Decreto sicurezza stadi Era pronto a Montecitorio il testo per il decreto stadi quando a Catania l'ispettore capo della Polizia Filippo Raciti ha perso la vita per una comune manifestazione sportiva. E' stato quindi opportunatamente rivisto e modificato dalle Commissioni della Camera alla luce dei recenti fatti di cornaca il testo di legge contro la violenza negli stadi uscito dal Senato, con un inasprimento delle pene per chi si macchi di reati "gravissimi" contro pubblici ufficiali, il ridimensionamento della messa a bando di striscioni e cartelli (a rischio di incostituzionalità in quanto limitante della libertà di espressione) e l'introduzione di provvedimenti per riportare le famiglie negli stadi.

Nelle aule della Camera si sta infatti ipotizzando l'introduzione di biglietti gratuiti per i minori di 14 anni accompagnati da un genitore o da un parente fino al quarto grado e nella misura di un giovane per ogni adulto.
Per quanto riguarda le pene per reati minori contro ufficiali si era originariamente pensato a pene alternative al carcere come il tosaggio dell'erba degli stadi, su cui ci si deve ancora ufficialmente esprimere, mentre sul fronte dei reati gravi e gravissimi contro le forze dell'ordine visto il drammatico epilogo di Catania le commissioni congiunte di Giustizia e Cultura hanno pensato di inasprire le pene rispetto al testo del Senato che prevedeva la condanna prevista per le aggravanti (da tre a sette anni) aumentata della metà.
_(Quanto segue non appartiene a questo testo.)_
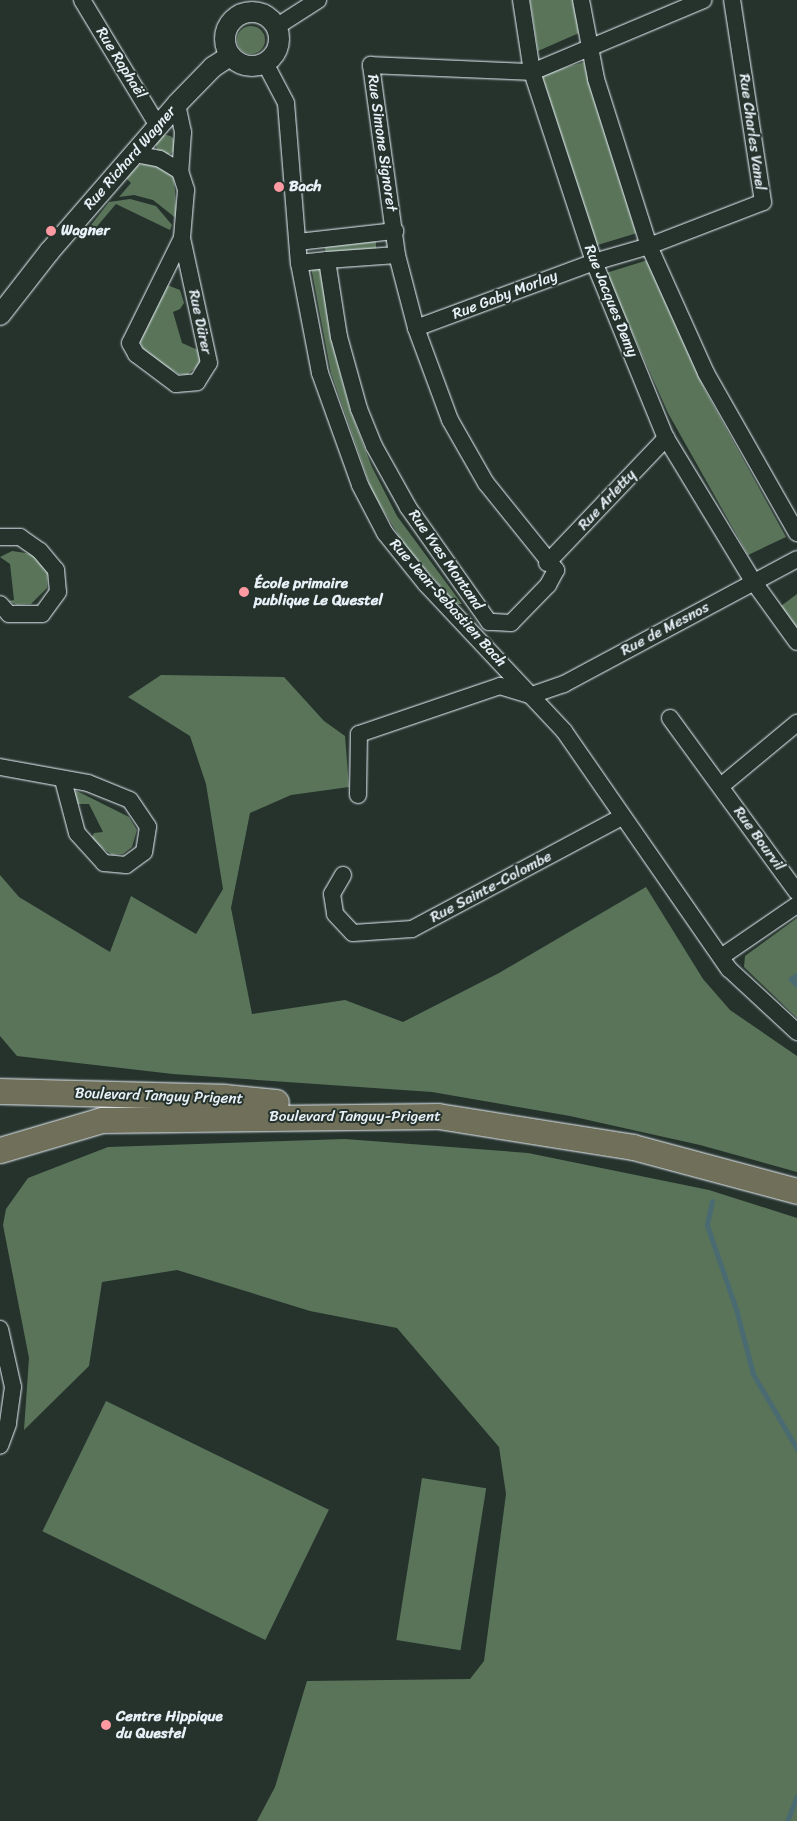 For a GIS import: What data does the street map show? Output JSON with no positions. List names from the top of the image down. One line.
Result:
{"streets":{"main road":["Boulevard Tanguy Prigent","Boulevard Tanguy-Prigent"],"street":["Rue Raphaël","Rue Charles Vanel","Rue Simone Signoret","Rue Richard Wagner","Rue Gaby Morlay","Rue Jacques Demy","Rue Dürer","Rue Arletty","Rue Yves Montand","Rue Jean-Sebastien Bach","Rue de Mesnos","Rue Bourvil","Rue Sainte-Colombe"]},"crossings":[["Rue Raphaël","Rue Richard Wagner"],["Rue Charles Vanel","Rue Gaby Morlay"],["Rue Simone Signoret","Rue Jacques Demy"],["Rue Simone Signoret","Rue Jean-Sebastien Bach"],["Rue Richard Wagner","Rue Dürer"],["Rue Richard Wagner","Rue Jean-Sebastien Bach"],["Rue Gaby Morlay","Rue Jacques Demy"],["Rue Jacques Demy","Rue Arletty"],["Rue Jacques Demy","Rue de Mesnos"],["Rue Arletty","Rue Yves Montand"],["Rue Jean-Sebastien Bach","Rue de Mesnos"],["Rue Jean-Sebastien Bach","Rue Sainte-Colombe"],["Boulevard Tanguy Prigent","Boulevard Tanguy-Prigent"]],"places":["Bach","Wagner","École primaire publique Le Questel","Centre Hippique du Questel"]}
Chi commette lesioni gravissime contro pubblici ufficiali è punito con il carcere da 8 a 16 anni.

Che ne sarà invece dell'arresto in flagranza differito? La norma emergenziale che prevede l'arresto in flagranza anche non nel momento della commissione del fatto viene prorogata fino al 30 giugno 2010. Anzichè al 30 giugno 2007 come prevedeva il Senato.

La modifica camerale più impopolare tra i tifosi riguarda però la politica delle partite a "porte chiuse" che riguarderà solo gli stadi non giudicati a norma rispetto alle vigenti disposizioni in materia di sicurezza.

Silenzio stampa su i problematici rapporti tra le società di calcio e gli ultrà e sul ruolo degli "steward". Il testo sarà sottoposto ora alla votazione della Camera e dovrà tornare al Senato. Il tutto sempre con un occhio al calendario: entro il 9 aprile il decreto Amato deve essere convertito in legge per non decadere.